§ Goal of the exercise: If a line below contains the string "heat", return that line.

§ Provided data:
================================

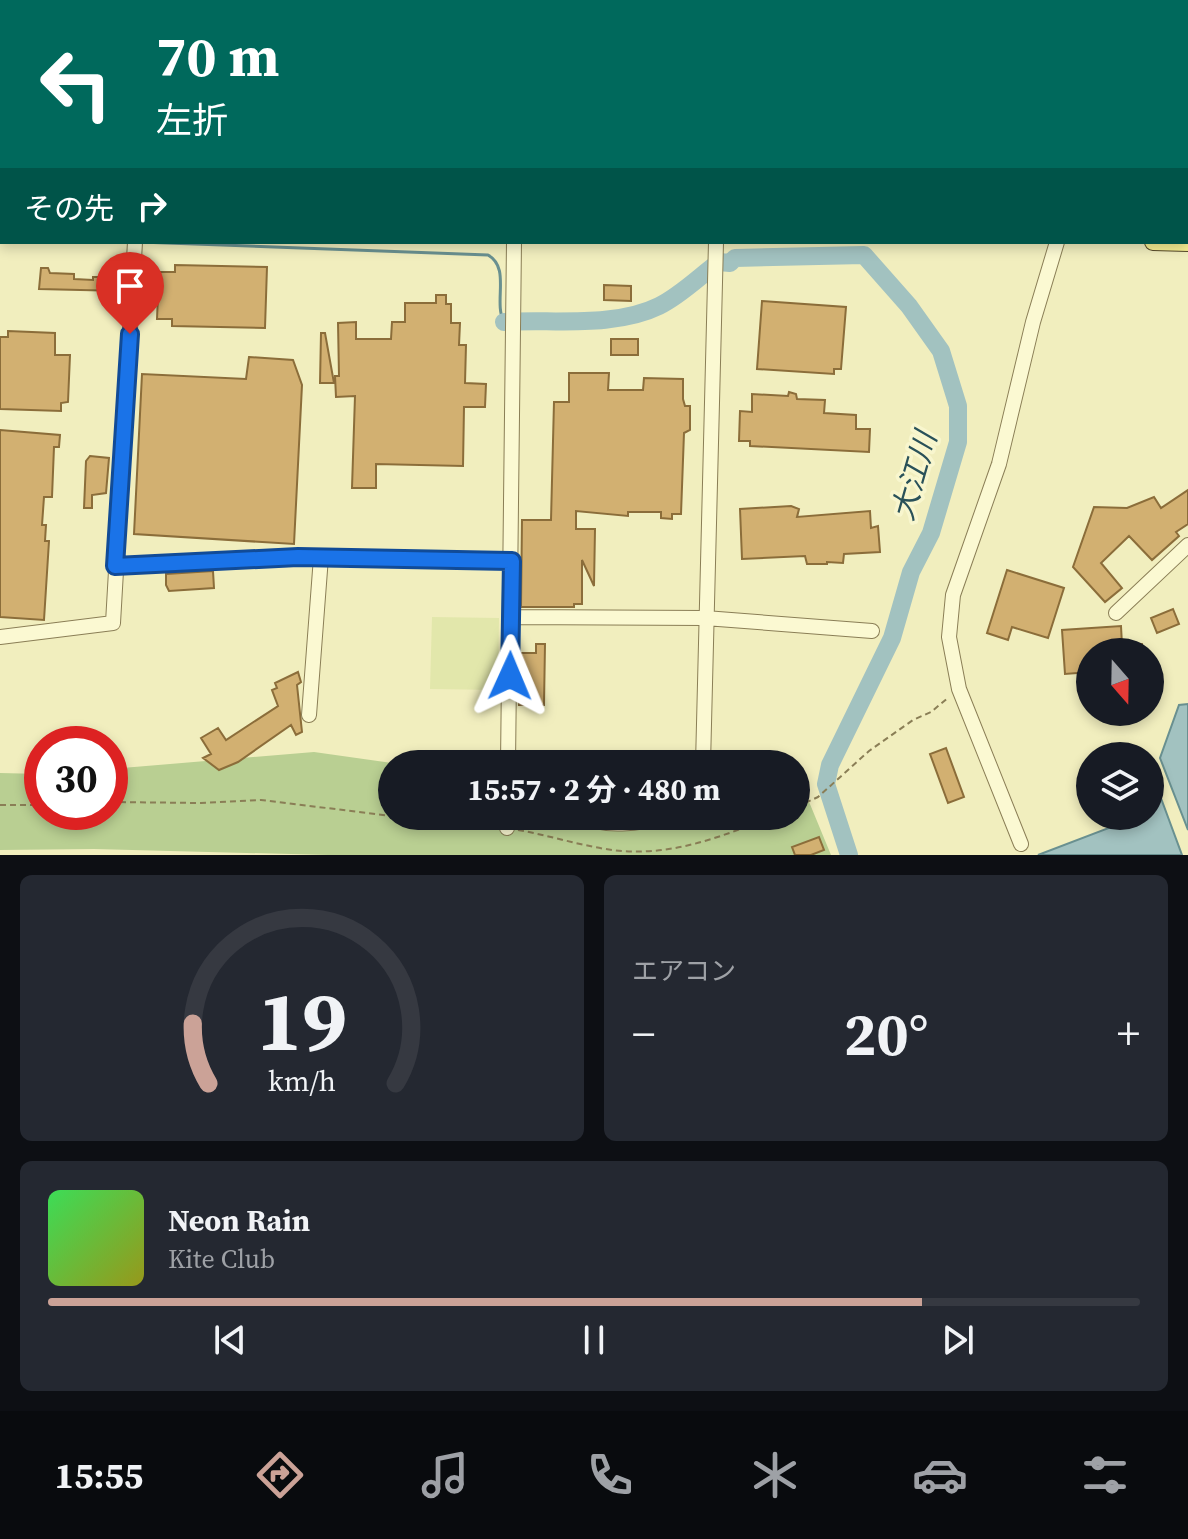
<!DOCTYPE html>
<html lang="ja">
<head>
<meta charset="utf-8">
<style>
	:root { --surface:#171b24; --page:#242831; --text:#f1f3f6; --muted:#9ea1a6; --line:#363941; --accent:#cba297 }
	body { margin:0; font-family:"Source Serif 4","Noto Sans JP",serif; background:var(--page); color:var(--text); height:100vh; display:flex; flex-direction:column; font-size:30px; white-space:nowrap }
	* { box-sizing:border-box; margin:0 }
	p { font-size:26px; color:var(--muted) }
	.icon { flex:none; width:44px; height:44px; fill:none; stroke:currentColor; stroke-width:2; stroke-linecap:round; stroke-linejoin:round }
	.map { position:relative; height:855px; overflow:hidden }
	.panel { display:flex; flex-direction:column; gap:20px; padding:20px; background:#0d0f14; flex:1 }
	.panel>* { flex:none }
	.hud { position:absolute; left:0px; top:0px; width:1188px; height:244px; box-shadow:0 4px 12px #0003; background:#00695c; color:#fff; overflow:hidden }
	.needle { width:52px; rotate:160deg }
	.buttons { position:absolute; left:1076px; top:638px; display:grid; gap:16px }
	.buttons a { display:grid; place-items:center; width:88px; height:88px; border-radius:50%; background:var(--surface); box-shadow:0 4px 12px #0003; font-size:40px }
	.speed { position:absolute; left:24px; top:726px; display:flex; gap:16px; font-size:40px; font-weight:700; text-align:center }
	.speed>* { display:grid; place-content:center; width:104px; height:104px; border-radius:50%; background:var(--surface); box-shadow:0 4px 12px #0003; line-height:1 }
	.speed .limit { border:12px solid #d22; background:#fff; color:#111 }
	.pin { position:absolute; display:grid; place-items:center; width:68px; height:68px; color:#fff; margin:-82px -34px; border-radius:50% 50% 50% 0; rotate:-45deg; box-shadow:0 0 8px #0007 }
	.pin .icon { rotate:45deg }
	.me { position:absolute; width:88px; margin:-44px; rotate:1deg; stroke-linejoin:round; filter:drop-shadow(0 0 6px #0008) }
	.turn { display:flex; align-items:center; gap:28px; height:168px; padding:0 24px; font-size:36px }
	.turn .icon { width:104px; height:104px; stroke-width:2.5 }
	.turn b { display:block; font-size:56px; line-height:68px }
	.then { display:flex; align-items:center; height:76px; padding:0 24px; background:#0003; gap:16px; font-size:30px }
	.big { font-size:60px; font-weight:700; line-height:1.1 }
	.panel .card { flex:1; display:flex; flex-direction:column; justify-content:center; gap:12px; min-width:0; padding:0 28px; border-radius:12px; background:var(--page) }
	.panel .dial { align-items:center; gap:0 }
	.dial svg { height:208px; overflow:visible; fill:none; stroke:var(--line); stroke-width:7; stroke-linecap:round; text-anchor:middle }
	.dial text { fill:var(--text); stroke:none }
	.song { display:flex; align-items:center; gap:24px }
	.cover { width:96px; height:96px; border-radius:12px; background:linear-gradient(135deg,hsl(130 70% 55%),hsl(60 70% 35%)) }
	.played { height:8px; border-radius:4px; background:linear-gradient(90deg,var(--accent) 80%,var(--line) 80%) }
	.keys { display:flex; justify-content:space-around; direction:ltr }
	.heat { display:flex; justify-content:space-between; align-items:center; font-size:44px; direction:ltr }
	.panel .tiles { flex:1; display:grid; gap:20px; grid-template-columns:1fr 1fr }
	.card:last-child { grid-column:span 2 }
	.trip { position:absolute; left:378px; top:750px; width:432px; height:80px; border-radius:40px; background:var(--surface); box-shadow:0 4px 12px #0003; font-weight:700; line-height:80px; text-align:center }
	.tab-bar { display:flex; height:128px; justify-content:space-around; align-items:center; background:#090b0e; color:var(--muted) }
	.tab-bar .icon { width:56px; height:56px }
	.tab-bar .selected { color:var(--accent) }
	.tab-bar b { font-size:36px; color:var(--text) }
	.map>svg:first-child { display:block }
	.farmland { fill:#e2e7ab }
	.green { fill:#b9cf92 }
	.water { fill:#a2c2c0; stroke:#699090; stroke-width:2 }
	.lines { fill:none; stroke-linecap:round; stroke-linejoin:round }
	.stream { stroke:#699090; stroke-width:3 }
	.river { stroke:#a2c2c0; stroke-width:18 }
	.building { fill:#d2b071; stroke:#8b6d3a; stroke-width:2 }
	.minor-casing { stroke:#8a7e56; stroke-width:16 }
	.major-casing { stroke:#574a2a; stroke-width:18 }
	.path { stroke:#8a7e56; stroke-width:2; stroke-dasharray:6 4; stroke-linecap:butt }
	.minor { stroke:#fbf9d2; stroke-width:14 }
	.major { stroke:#f7f093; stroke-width:16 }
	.route-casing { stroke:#114b97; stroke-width:20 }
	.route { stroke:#1a73e8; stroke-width:14 }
	.labels { text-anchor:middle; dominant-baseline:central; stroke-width:7; stroke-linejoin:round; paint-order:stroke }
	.water-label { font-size:30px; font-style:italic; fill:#295159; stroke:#f8f6ce }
</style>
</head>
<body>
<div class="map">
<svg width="1188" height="855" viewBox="0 0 1188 855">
	<rect width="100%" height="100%" fill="#f1eebe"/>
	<!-- farmland -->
	<path class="farmland" d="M432,617L499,618L498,690L430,689Z"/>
	<!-- green -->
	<path class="green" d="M314,752L399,764H392V816H551L566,822L700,825L730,816H796V795L805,792L831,855H328L94,849L0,850V773L42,774V812H110V769Z"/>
	<!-- water -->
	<path class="water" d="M1188,704V830L1160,758L1179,705Z
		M1155,782L1182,855H1038L1122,823L1120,816H1150V783Z"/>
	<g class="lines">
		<!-- stream -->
		<path class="stream" d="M140,242L488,255C511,268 493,302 504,322"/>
		<!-- river -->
		<path class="river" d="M504,322C551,319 615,328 659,306C680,296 700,276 719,262L730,263L735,258L864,255L909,306L941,351L958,406V442L931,533L911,572L892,638L830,765L826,784L849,855"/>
	</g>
	<!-- building -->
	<path class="building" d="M175,265L267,267L265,328L172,326V319H157L159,272H175Z
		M41,268H48L50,273L74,274V279L93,280V277H103L104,272L114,271V279H122V291L39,289Z
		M604,285L631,286V301L604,300Z
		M436,295H446V304H451V323H460L459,345H466L465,383L486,384L485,407H464L463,466L376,464V488H352L355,396L336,397L335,376H339L338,323L356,322V339H391L392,322H405V303H436Z
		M762,301L846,307L841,369H834V374L757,369Z
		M8,331L55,333V355H70L68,402L61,403V411L0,409V337H8Z
		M321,333H325L334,383H320Z
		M611,339H638V355H611Z
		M249,357L293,360L302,385L294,544L134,534L142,374L246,379Z
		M569,373H609L608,390H643L644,378L683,379V399L685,406H690V430L684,433L681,514H672V519L661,518V512H628V516L576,511V529H595L594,586L582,560V604H574V607H521L522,520H551L554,402H569Z
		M789,392L796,394L797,399L825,400L824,413L856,415V429H870L869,452L750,446V441H739L740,411L752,412V394L788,396Z
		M0,430L60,435L59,447H54L52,497H44L42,525H46L45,541H49L44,620L0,617Z
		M90,456L109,458L106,493L92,495V508H84L86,461Z
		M1188,490V524L1176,532L1179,536L1152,560L1129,536L1101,563L1122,588L1105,602L1073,567L1094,507L1127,508L1154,497L1161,508Z
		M791,506L799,509L797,517L870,511L871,528L878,526L880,552L844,554L843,563L827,562V564H807L805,556L742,559L740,509Z
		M1007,570L1064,588L1048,638L1012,627L1008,640L987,633Z
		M213,571L214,588L169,591L166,585V574Z
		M1173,609L1179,624L1157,633L1151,618Z
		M1121,626L1122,645L1142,644L1143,652H1090V672L1065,674L1062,630Z
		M536,644H545L544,705H519V653H536Z
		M298,672L301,682L297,685L302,732L296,735L291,725L238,762L219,770L203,758L211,754L201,738L218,728L226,740L278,706L272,690L277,688L275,683Z
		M946,748L964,797L948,803L930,754Z
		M819,837L824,850L811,855H795L792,847Z"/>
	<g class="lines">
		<defs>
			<path id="minor" d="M721,0V2
				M270,2L272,0
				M335,2V0
				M499,2L500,0
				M523,2V0
				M115,566L298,557L512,561
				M1116,613L1188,545
				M511,617L705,618L872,631
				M0,637L113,623L135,242
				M309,715L321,557
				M508,764L514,242
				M703,764L716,242
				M584,816C602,828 642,824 662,816
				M507,828V816
				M1021,844L959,689L949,637L953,595L999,464L1033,322L1057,242"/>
			<path id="major" d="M0,196H2
				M0,214H2
				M1186,225H1188
				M1153,242L1188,243"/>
		</defs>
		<!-- minor casing -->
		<use href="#minor" class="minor-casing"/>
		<!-- major casing -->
		<use href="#major" class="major-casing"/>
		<!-- path -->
		<path class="path" d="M110,802L201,803L261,800L392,816
			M0,805H42
			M796,807L818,797L869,751L913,720L931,712L949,697
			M402,816L496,827
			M518,830C553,836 587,848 622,851C676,855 724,836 773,816"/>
		<!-- minor -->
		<use href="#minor" class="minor"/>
		<!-- major -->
		<use href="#major" class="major"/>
	</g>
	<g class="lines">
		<defs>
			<path id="route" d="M130,334L115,566L298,557L512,561L510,676"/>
		</defs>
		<!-- route casing -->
		<use href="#route" class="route-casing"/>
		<!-- route -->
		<use href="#route" class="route"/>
	</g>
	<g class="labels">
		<!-- water labels -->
		<g class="water-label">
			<text transform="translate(914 476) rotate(-74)">大江川</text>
		</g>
	</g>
</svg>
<div class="buttons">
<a><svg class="needle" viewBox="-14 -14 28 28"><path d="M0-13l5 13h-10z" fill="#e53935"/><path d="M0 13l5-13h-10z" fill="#9ea1a6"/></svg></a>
<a><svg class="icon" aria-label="layers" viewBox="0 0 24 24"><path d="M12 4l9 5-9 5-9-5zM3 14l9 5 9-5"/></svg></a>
</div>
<div class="speed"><div class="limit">30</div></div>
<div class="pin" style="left:130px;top:334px;background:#d93025"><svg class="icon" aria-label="arrive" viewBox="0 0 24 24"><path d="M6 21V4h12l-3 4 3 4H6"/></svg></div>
<svg class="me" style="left:510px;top:676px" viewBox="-20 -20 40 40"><path d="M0-17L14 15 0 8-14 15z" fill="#1a73e8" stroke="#fff" stroke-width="4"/></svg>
<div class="trip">15:57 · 2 分 · 480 m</div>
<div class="hud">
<div class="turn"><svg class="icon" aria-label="left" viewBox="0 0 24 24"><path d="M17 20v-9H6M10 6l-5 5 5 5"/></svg><div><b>70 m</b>左折</div></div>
<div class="then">その先<svg class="icon" aria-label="right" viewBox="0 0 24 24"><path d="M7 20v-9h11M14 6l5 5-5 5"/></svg></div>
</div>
</div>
<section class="panel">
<div class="tiles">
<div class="card dial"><svg viewBox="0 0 100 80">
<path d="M14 69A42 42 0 1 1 86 69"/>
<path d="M14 69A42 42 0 0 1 8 46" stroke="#cba297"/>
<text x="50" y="56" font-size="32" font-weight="700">19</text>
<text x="50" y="72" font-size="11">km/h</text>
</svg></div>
<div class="card"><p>エアコン</p>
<div class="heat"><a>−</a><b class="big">20°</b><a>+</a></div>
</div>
<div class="card">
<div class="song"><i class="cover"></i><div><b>Neon Rain</b><p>Kite Club</p></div></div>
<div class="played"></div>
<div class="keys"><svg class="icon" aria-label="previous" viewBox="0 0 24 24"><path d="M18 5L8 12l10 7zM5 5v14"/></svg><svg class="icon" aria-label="pause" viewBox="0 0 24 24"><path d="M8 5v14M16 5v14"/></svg><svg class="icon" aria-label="next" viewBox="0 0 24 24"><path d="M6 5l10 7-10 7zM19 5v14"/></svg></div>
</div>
</div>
</section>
<nav class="tab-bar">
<b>15:55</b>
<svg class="icon selected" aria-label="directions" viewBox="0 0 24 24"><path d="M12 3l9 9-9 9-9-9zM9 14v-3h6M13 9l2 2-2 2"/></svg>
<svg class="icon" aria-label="music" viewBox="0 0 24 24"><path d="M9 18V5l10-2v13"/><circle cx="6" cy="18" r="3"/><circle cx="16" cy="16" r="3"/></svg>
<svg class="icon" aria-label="phone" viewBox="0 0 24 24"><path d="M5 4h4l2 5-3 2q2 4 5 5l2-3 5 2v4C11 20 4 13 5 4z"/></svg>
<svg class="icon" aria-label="climate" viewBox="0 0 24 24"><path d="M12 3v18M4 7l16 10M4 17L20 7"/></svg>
<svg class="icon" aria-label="car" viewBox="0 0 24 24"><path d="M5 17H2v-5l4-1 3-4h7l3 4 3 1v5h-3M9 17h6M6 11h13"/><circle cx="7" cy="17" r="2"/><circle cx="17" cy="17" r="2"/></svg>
<svg class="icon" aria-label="filters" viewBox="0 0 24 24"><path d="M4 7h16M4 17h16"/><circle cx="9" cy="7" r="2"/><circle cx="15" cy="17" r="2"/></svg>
</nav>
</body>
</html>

================================

§ Task answer:
	.heat { display:flex; justify-content:space-between; align-items:center; font-size:44px; direction:ltr }
<div class="heat"><a>−</a><b class="big">20°</b><a>+</a></div>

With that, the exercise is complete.